# To All Hedges out there..



## rodentsrus (Feb 9, 2009)

I'm just wondering what you favorite veggie / fruit are....


----------



## happy.pancakes (Jan 4, 2009)

Tucker's fav was DEFFANANTLY apples 
But...he was also quite fond of pears

most hedgies will LOVE strawberries...
...Tucker didn't care for them much.
Happy Eating!


----------



## hedgie_kid (Feb 6, 2009)

Hot Dog will eat anything that doesn't eat her first. But seriously, she will eat anything I give her. Once, during her playtime, I turned a stack of books into a little ramp thingy. Intstead of climbing it, she opened the top book with her nose and started eating the copyright page...


----------



## rodentsrus (Feb 9, 2009)

I guess it was a good book ehehehe...Spike is not eating veggies / fruit...But we just got him 3 says ago and I think it may be that he is still getting used to us...


----------



## Amy (Feb 11, 2009)

Hot Dog is hungry for knowledge! :roll:


----------



## kristinmarissa (Jan 27, 2009)

Pasta Batman, aka P Bat, is a big fan of blueberries.

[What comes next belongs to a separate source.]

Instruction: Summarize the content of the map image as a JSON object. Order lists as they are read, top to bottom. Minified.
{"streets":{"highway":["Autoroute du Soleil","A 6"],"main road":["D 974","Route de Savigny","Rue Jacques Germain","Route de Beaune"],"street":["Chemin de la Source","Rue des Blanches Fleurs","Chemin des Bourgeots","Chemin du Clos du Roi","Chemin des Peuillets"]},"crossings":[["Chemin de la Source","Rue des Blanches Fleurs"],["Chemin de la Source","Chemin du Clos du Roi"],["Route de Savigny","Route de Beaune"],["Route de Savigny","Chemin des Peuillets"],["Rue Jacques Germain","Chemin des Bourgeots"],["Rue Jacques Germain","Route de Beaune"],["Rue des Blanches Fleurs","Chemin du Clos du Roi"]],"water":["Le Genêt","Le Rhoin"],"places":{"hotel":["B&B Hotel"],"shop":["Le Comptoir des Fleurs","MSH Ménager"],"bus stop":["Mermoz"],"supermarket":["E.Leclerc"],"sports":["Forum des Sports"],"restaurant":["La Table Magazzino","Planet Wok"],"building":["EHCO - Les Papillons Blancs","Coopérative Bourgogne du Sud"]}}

Mmm, yum!
She won't eat tangerines, though; not that we've noticed anyway.


----------



## dorasdaddy (Dec 23, 2008)

kristinmarissa said:


> Pasta Batman, aka P Bat, is a big fan of blueberries. Mmm, yum!
> She won't eat tangerines, though; not that we've noticed anyway.


Im not sure, but i dont think they are supposed to eat tangerines anyway. Too acidic for them just like oranges and any other citrus fruit.


----------